Have you ever noticed how many posters there are in a doctor’s waiting room? It seems like there’s no point painting the walls of NHS surgeries, as they inevitably get papered over with everything from posters asking when I last had an STD check up, flyers for Afro-Caribbean Elders' Health Services, notices about the next young mums' ante-natal class, colourful pleas for me to stop smoking or take more exercise and the ubiquitous Aids warnings.
There’s no doubt that in a doctor’s surgery, there is a captive audience. People look at their watches and wait to be called, the beep of the doctor’s buzzer punctuating furtive glances over at the table of last year’s Hello! magazines and 1996 editions of Horse & Hound. Someone clearly thinks that advertising Health Services with posters in the waiting room is a good idea, something that increases take-up of services and saves money in the long term by catching problems earlier. For that reason, I’m not going to go into a long winded tome about the evils of excessive government advertising and PR (you can read one of my previous Platform pieces for that), but instead look at how we can use the captive audience of the doctor’s waiting room to improve the quality of care, promote healthy lifestyles, prevention and early detection.
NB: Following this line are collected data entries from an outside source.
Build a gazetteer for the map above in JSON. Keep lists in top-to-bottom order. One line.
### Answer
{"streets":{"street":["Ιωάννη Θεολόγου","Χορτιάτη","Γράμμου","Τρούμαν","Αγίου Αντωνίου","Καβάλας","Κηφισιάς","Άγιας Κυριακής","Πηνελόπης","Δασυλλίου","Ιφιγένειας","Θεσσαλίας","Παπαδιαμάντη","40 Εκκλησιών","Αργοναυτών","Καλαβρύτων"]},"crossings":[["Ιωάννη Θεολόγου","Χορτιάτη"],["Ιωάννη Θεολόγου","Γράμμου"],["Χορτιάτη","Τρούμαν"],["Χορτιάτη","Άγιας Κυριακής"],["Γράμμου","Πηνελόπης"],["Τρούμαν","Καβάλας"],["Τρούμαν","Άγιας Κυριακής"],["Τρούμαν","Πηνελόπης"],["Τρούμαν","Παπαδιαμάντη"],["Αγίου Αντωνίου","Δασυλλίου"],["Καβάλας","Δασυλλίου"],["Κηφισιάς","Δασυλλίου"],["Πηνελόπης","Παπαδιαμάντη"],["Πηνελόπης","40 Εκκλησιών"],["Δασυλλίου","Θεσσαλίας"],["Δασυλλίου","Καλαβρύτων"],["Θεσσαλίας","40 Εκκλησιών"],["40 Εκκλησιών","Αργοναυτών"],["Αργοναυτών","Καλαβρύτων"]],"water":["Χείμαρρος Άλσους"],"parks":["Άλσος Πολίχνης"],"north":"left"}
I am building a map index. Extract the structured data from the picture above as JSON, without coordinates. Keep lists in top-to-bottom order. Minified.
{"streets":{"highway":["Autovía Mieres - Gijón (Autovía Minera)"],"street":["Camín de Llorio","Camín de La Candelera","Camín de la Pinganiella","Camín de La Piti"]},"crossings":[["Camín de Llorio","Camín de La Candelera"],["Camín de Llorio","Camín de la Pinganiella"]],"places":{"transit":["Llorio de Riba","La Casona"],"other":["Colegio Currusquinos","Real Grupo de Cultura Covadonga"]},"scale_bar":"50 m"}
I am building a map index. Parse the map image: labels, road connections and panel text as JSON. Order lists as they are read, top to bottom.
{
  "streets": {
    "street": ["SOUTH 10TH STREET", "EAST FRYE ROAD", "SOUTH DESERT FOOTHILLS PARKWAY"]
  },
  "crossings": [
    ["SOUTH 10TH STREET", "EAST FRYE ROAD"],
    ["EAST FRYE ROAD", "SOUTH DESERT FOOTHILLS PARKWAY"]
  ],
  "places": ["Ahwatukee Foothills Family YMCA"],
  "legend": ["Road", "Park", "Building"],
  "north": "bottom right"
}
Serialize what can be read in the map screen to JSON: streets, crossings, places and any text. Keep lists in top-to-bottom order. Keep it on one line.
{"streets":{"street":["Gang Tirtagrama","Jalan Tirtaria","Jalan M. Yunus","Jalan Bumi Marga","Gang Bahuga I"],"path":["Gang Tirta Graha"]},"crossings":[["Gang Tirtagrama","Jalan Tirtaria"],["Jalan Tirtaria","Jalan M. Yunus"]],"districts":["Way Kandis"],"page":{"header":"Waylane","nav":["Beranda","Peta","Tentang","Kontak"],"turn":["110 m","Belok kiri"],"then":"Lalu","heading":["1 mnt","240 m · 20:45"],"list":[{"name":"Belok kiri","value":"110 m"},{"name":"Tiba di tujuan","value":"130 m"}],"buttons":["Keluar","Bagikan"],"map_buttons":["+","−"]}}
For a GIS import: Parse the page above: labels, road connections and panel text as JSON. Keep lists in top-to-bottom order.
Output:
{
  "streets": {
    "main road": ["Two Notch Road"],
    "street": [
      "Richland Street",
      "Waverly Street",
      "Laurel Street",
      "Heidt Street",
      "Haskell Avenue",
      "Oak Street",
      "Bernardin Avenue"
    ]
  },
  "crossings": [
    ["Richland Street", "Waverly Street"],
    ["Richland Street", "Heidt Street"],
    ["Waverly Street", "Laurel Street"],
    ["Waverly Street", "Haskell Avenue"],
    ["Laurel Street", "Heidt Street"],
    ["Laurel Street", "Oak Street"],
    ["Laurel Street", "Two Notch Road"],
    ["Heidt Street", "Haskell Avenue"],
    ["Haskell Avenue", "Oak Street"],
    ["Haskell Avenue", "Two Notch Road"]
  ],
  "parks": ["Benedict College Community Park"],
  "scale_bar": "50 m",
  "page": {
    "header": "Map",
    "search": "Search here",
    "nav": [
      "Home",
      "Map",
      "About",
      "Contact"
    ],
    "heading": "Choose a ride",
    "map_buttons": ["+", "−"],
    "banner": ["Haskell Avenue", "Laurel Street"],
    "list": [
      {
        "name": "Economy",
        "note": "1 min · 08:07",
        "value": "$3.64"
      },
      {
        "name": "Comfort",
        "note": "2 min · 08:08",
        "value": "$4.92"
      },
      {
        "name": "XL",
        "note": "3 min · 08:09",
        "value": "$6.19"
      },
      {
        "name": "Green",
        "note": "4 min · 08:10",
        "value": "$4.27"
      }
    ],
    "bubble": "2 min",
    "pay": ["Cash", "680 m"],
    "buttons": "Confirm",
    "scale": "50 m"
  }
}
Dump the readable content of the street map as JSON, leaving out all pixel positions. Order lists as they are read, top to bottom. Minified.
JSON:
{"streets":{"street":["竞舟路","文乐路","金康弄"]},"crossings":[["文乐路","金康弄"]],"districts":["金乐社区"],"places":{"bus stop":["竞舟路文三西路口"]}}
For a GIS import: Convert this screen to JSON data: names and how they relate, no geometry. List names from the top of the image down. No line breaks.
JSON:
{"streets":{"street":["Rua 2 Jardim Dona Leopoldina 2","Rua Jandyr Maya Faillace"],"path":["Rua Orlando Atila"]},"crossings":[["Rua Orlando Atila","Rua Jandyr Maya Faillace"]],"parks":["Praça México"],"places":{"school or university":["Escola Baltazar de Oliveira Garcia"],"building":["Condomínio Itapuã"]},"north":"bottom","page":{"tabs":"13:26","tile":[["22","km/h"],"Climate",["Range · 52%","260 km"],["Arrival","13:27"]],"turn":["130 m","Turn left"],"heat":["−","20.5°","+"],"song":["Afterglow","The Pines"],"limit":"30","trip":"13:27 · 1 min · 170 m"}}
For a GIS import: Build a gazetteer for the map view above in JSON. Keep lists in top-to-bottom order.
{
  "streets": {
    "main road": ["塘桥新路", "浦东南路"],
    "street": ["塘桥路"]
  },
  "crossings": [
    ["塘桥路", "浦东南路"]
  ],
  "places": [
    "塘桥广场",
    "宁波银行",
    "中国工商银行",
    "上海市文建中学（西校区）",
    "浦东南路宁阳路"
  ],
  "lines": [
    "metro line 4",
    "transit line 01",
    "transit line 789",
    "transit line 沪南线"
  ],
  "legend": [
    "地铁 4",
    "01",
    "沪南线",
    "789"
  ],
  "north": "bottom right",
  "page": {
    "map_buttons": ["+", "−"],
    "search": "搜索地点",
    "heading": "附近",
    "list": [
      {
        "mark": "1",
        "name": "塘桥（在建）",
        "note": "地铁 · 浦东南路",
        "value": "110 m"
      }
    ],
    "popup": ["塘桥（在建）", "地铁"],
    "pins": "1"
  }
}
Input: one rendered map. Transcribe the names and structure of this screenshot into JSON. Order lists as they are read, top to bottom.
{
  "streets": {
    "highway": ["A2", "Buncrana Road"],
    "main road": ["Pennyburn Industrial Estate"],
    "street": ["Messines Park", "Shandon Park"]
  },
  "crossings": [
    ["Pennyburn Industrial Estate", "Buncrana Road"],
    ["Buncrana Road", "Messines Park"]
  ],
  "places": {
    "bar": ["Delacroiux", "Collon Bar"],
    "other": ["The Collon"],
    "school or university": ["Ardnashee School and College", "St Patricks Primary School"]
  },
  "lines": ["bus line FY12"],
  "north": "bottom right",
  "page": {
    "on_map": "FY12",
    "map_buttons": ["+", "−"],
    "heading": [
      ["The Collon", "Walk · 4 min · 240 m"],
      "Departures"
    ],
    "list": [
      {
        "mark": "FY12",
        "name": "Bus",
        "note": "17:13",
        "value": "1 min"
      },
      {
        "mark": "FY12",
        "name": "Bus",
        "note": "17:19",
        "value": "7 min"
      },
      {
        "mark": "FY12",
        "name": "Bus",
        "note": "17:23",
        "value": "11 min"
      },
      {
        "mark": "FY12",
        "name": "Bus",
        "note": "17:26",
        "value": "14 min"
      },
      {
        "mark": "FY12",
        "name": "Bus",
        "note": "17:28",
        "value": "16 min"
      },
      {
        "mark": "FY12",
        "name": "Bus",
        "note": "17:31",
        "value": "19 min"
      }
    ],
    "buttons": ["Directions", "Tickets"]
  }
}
Private medical insurers have long understood the importance of encouraging their customers to be healthy. Previously, this would have meant excluding the irredeemably unhealthy, not covering pre-existing conditions and hiking premiums for age and whether you smoke. That still goes on, of course, but many insurers are looking at ways to decrease the amount of claims made by their customers. Take PruHealth for example: they offer a scheme whereby customers can earn discounts on their premiums if they go to the gym, quit smoking or go for a medical. They even give out pedometers to let people upload how far they’ve walked and offer discounts if you buy healthy food at the supermarket.
Why is it that private companies are so good at encouraging such behaviour? Sure, they have an army of statisticians telling them that it’s better to charge someone £20 a month for being healthy than charge them £30 a month and have to pay for a £20,000 heart bypass at the end of it, but don’t the NHS know that too?